Data Extraction And Synthesis: Two authors independently abstracted raw data and assessed methodological quality. A third author resolved disputes.

Main Outcomes And Measures: Likelihood ratios (LRs), sensitivity, and specificity were calculated for individual symptoms and physical examination findings for the diagnosis of pneumonia. An infiltrate on chest radiograph was considered the reference standard for the diagnosis of pneumonia.

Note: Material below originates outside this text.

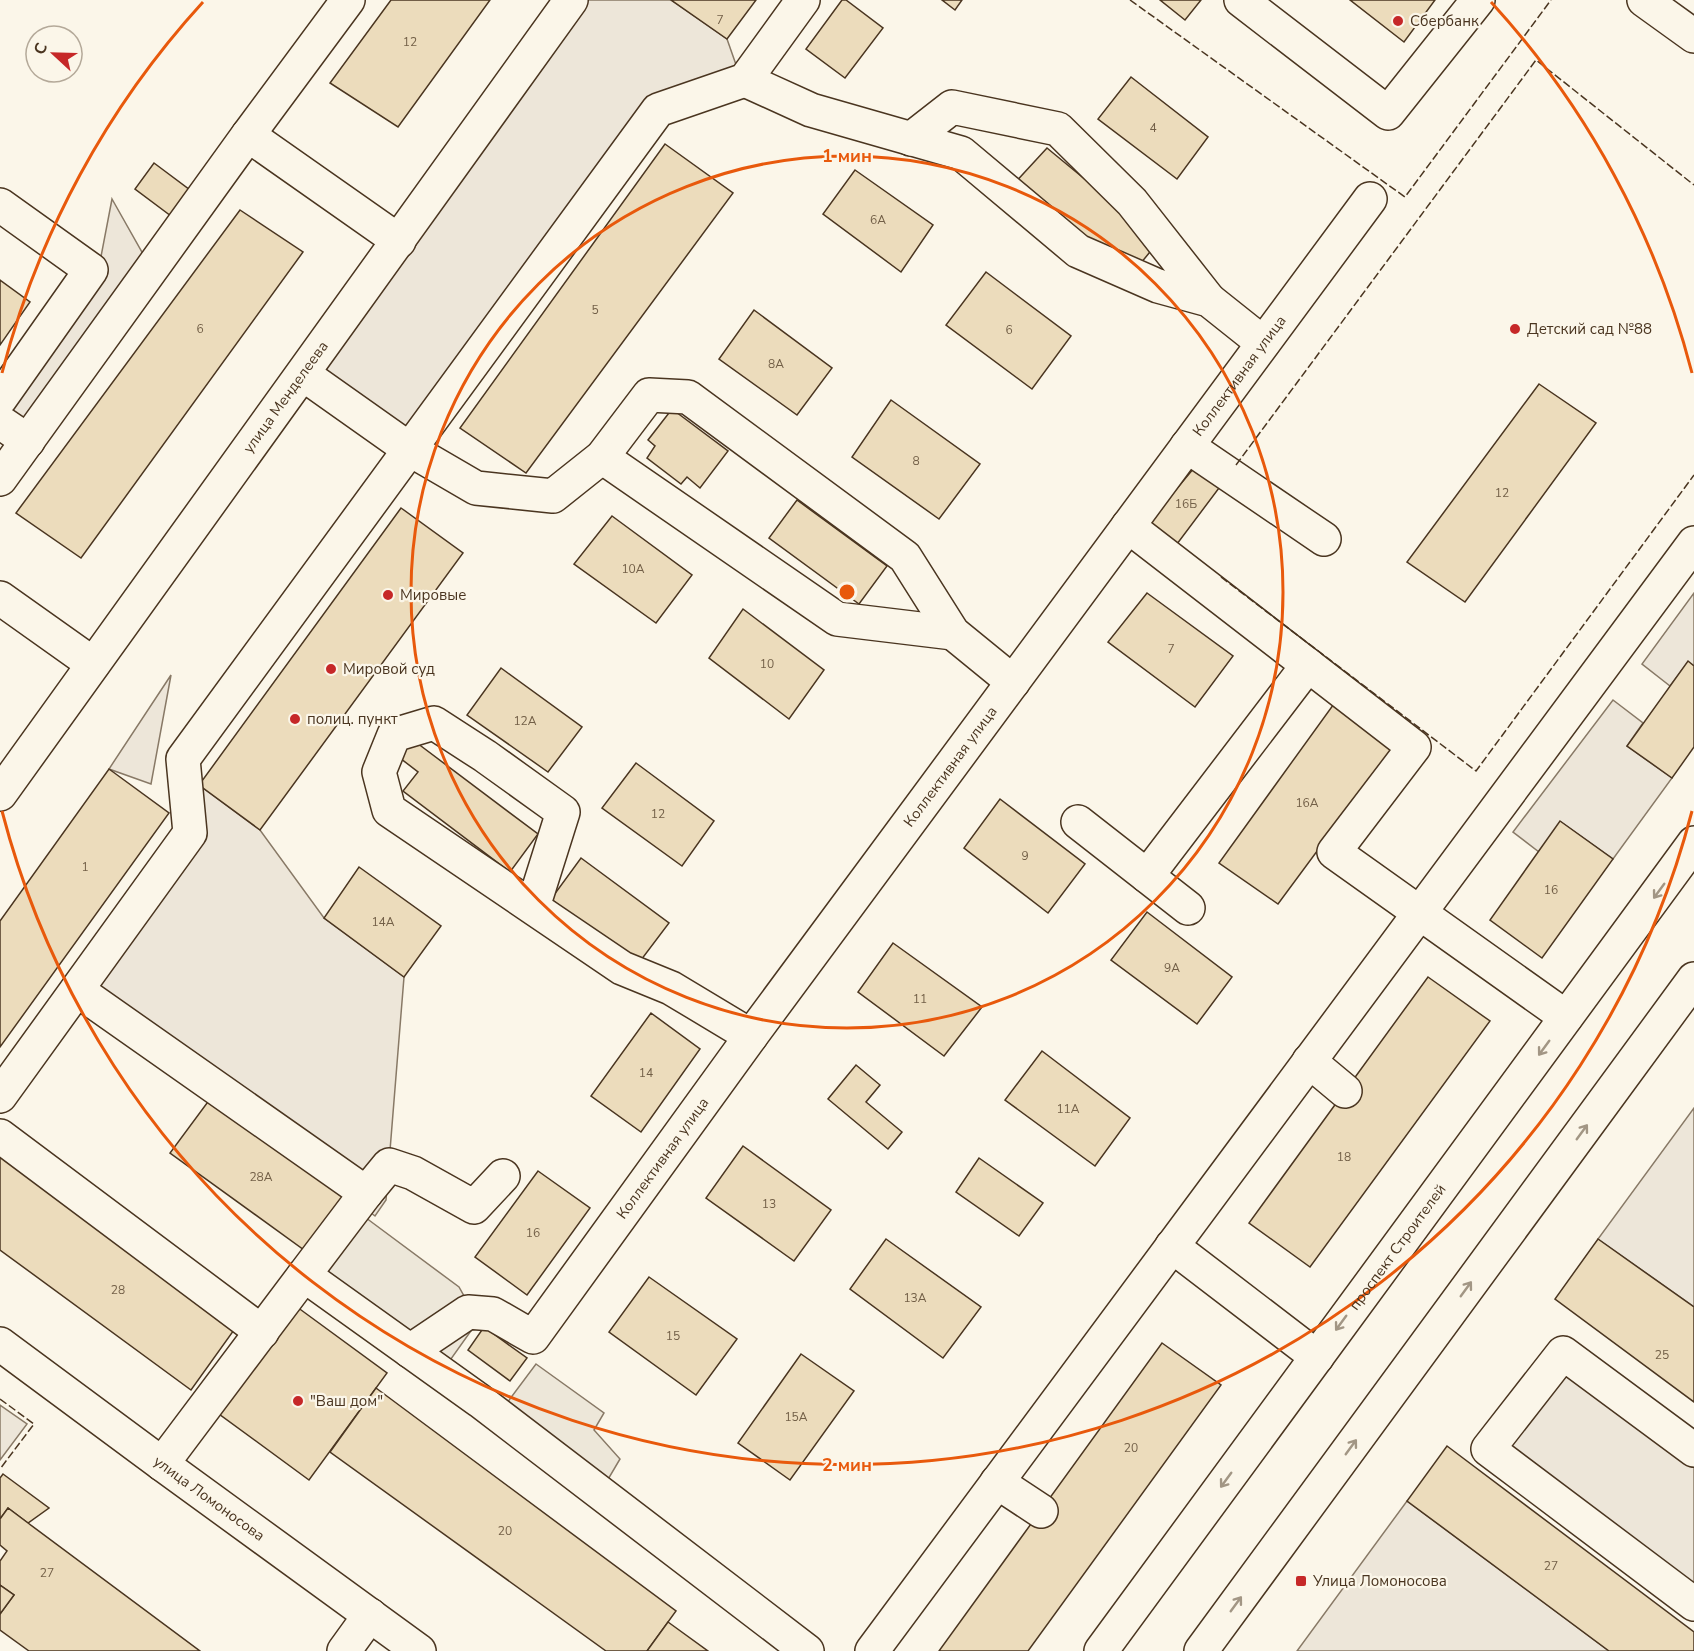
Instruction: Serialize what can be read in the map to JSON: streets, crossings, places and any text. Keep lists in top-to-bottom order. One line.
{"streets":{"street":["Коллективная улица","улица Менделеева","проспект Строителей","улица Ломоносова"]},"places":{"other":["Сбербанк","Детский сад №88","Мировые","Мировой суд","полиц. пункт","\"Ваш дом\""],"transit":["Улица Ломоносова"]},"house_numbers":["7","12","4","6А","5","6","6","8А","8","12","16Б","10А","7","10","12А","16А","12","9","1","16","14А","9А","11","14","11А","18","28А","13","16","28","13А","15","25","15А","20","20","27","27"],"north":"left","rings":["1 мин","2 мин"]}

Results: Twenty-three prospective cohort studies of children (N = 13 833) with possible pneumonia were included (8 from North America), with a range of 78 to 2829 patients per study. The prevalence of radiographic pneumonia in North American studies was 19% (95% CI, 11%-31%) and 37% (95% CI, 26%-50%) outside of North America. No single symptom was strongly associated with pneumonia; however, the presence of chest pain in 2 studies that included adolescents was associated with pneumonia (LR, 1.5-5.5; sensitivity, 8%-14%; specificity, 94%-97%). Vital sign abnormalities such as fever (temperature >37.5°C [LR range, 1.7-1.8]; sensitivity, 80%-92%; specificity, 47%-54%) and tachypnea (respiratory rate >40 breaths/min; LR, 1.5 [95% CI, 1.3-1.7]; sensitivity, 79%; specificity, 51%) were not strongly associated with pneumonia diagnosis. Similarly, auscultatory findings were not associated with pneumonia diagnosis. The presence of moderate hypoxemia (oxygen saturation ≤96%; LR, 2.8 [95% CI, 2.1-3.6]; sensitivity, 64%; specificity, 77%) and increased work of breathing (grunting, flaring, and retractions; positive LR, 2.1 [95% CI, 1.6-2.7]) were signs most associated with pneumonia. The presence of normal oxygenation (oxygen saturation >96%) decreased the likelihood of pneumonia (LR, 0.47 [95% CI, 0.32-0.67]).

Conclusions And Relevance: Although no single finding reliably differentiates pneumonia from other causes of childhood respiratory illness, hypoxia and increased work of breathing are more important than tachypnea and auscultatory findings.